Trabzon
Özdemir, 2005 yılında babasının kullandığı otomobilin Trabzon Havalimanı mevkisinde takla attığı kazada yaralandı. Hastanede tedavi altına alınan Özdemir, tüm müdahalelere rağmen belindeki sinirlerin hasar görmesi sebebiyle yürüme yetisini kaybetti.
O dönemde özel bir okulda öğretmenlik yapan Özdemir, yaklaşık 10 sene süren ameliyatlar ve tedavi sürecinden ötürü çok sevdiği mesleğini bırakmak zorunda kaldı.
Tedavileri büyük ölçüde tamamlandıktan sonra kendini psikolojik anlamda öğretmenlik yapmaya hazır hisseden Özdemir, 2020'de Engelli Kamu Personeli Seçme Sınavına (EKPSS) girdi.
Özdemir, sınav sonucuna göre yapılan atamayla Ocak 2022'de Pelitli Şehit Kadir Tuncer İlkokulu'nda göreve başladı.

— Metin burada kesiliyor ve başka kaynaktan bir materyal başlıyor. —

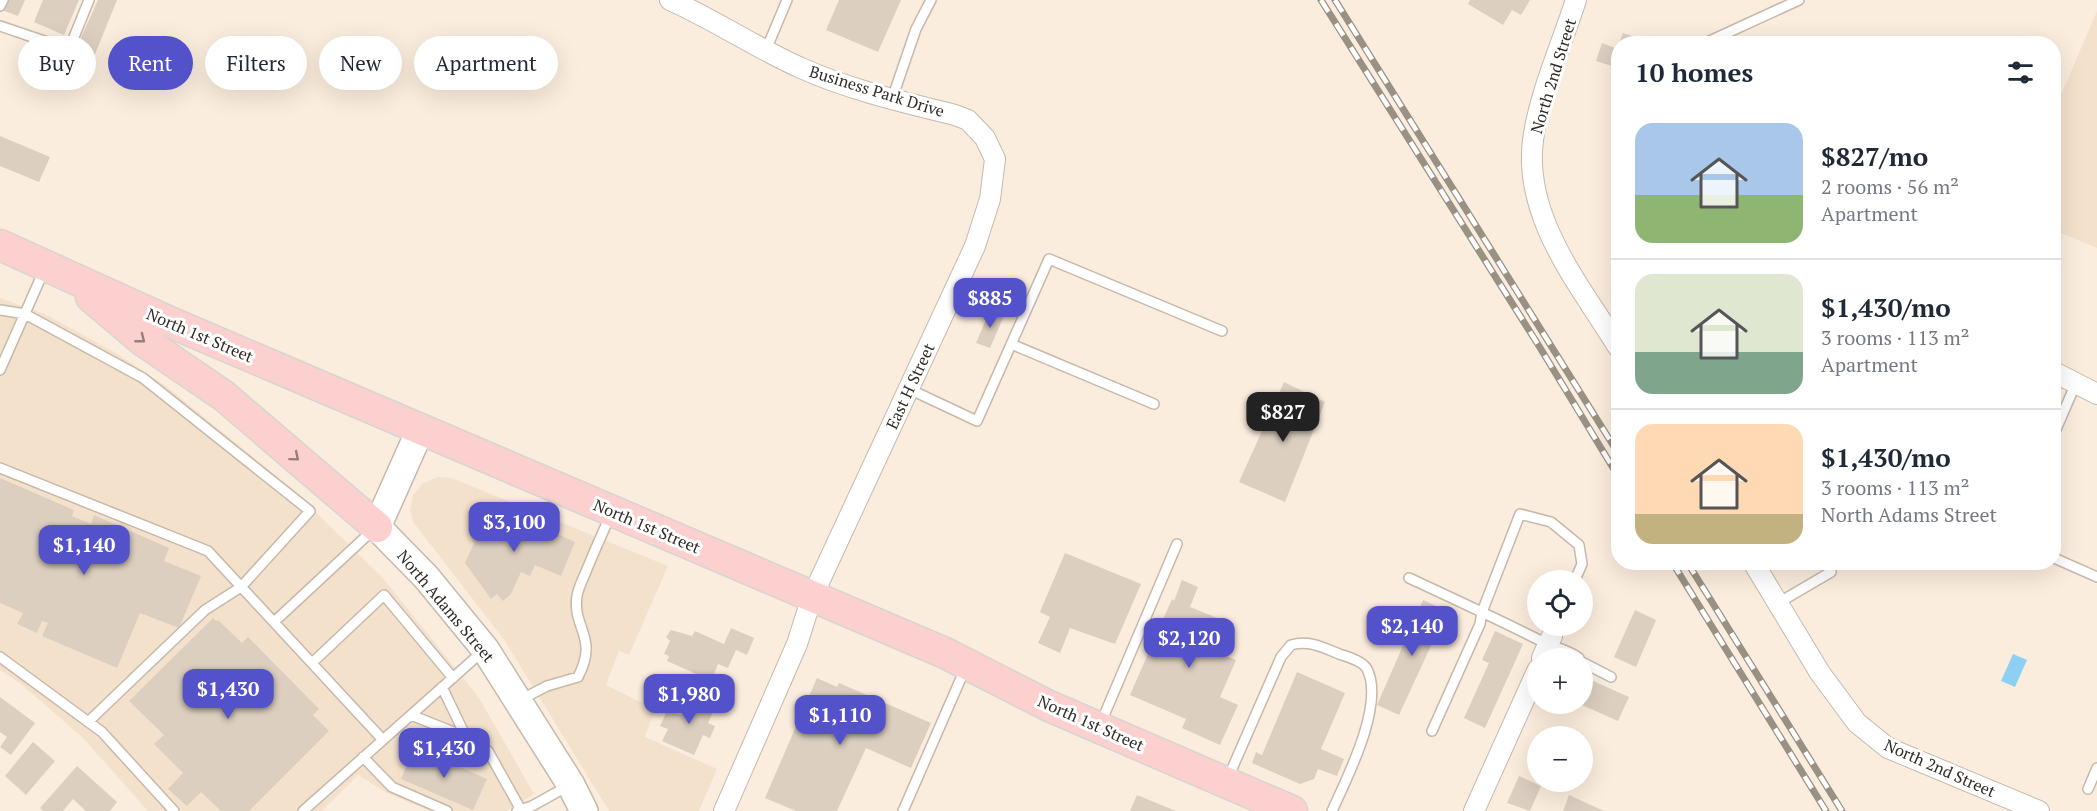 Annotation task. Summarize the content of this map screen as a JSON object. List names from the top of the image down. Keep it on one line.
{"streets":{"main road":["North 1st Street"],"street":["North 2nd Street","Business Park Drive","East H Street","North Adams Street"]},"crossings":[["Business Park Drive","East H Street"],["North 1st Street","East H Street"]],"page":{"chip":["Buy","Rent","Filters","New","Apartment"],"heading":"10 homes","list":[{"name":"$827/mo","note":"2 rooms · 56 m² · Apartment"},{"name":"$1,430/mo","note":"3 rooms · 113 m² · Apartment"},{"name":"$1,430/mo","note":"3 rooms · 113 m² · North Adams Street"}],"price":["$885","$827","$3,100","$1,140","$2,140","$2,120","$1,430","$1,980","$1,110","$1,430"],"map_buttons":["+","−"]}}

2-B sınıfının öğretmeni 39 yaşındaki Özdemir, AA muhabirine, öğrencilerini çok sevdiğini, hepsini kendi çocuğu gibi gördüğünü söyledi.
Öğretmenliğe dönmek için uzun yıllar beklediğini belirten Özdemir, "Kaza sürecinde çevremdekiler, 'Öğretmenliğe dönsen senin için iyi olur.' dedi. Ama çocuklar için iyi olabileceğini o dönem düşünmüyordum. Çünkü mental olarak buna hazır değildim. Sadece okulu, çocukları kendime terapi olarak göremezdim. Ben hakkıyla bu işi yapabileceğime inandığım zaman geri dönmeye karar verdim. 2 yıldır görev yapıyorum." dedi.
Özdemir, okuldaki engelli rampaları ve fiziki yapının hayatını kolaylaştırdığını ifade ederek, öğrenci ve velilerin hiçbir zaman farklı tutum içine girmediğini, her şeyin olağan akışında gittiğini anlattı.
"Özlemiştik birbirimizi, güzel bir kavuşma yaşadık"
Mücadeleci bir karakteri olduğuna dikkati çeken Özdemir, şöyle konuştu:
"Hayata çabuk uyum sağlıyorum. Doğuştan gelen bir gücüm olduğunu düşünüyorum. Üzülmedim, ağlamadım mı? Bunların hepsini yaşadım. Zaman zaman hala hüzünlenirim ama çok çabuk toparlanırım. Çocuklar belki de o gücümden bana tutunuyorlar. Bu yıl çocuklarla 2. yılım. Ben öğretmenler odasına gidene kadar bile sanki bir aydır görmemiş gibi çocuklarım hemen koşup bana sarılırlar, severler. Çok kuvvetli bir sevgi bağımız var. 3 aydır öğrencilerimle hemen hemen her gün iletişim halindeydik. Ama o fiziksel dokunmanın, sarılmanın yerini hiçbir şey tutmuyor, bugün onu yaşadık. Özlemiştik birbirimizi, güzel bir kavuşma yaşadık. Öğretmenlik vazgeçilip bir kenara bırakılabilecek meslek değil benim için. Sınıf tahtası diye bir şey var, orayı özlüyorsunuz."
Okulun müdür yardımcısı Dilara Sarı da Nagehan öğretmenin okulda çok sevildiğini dile getirdi.
Öğrencilerin Nagehan öğretmenden hiç ayrılmak istemediğine işaret eden Sarı, "Bir gün doktora gitmesi gerekiyordu, 1-2 saat sonra geldi okula. Sınıfıyla ben ilgileniyordum. Sınıfı ona teslim ederken öğrenciler Nagehan hocama öyle bir sarıldılar ki düşürecekler diye korktuk. Büyük bir sevgiyle, özlemle öğretmenlerini bir iki saatte bile özlüyorlar." ifadelerini kullandı.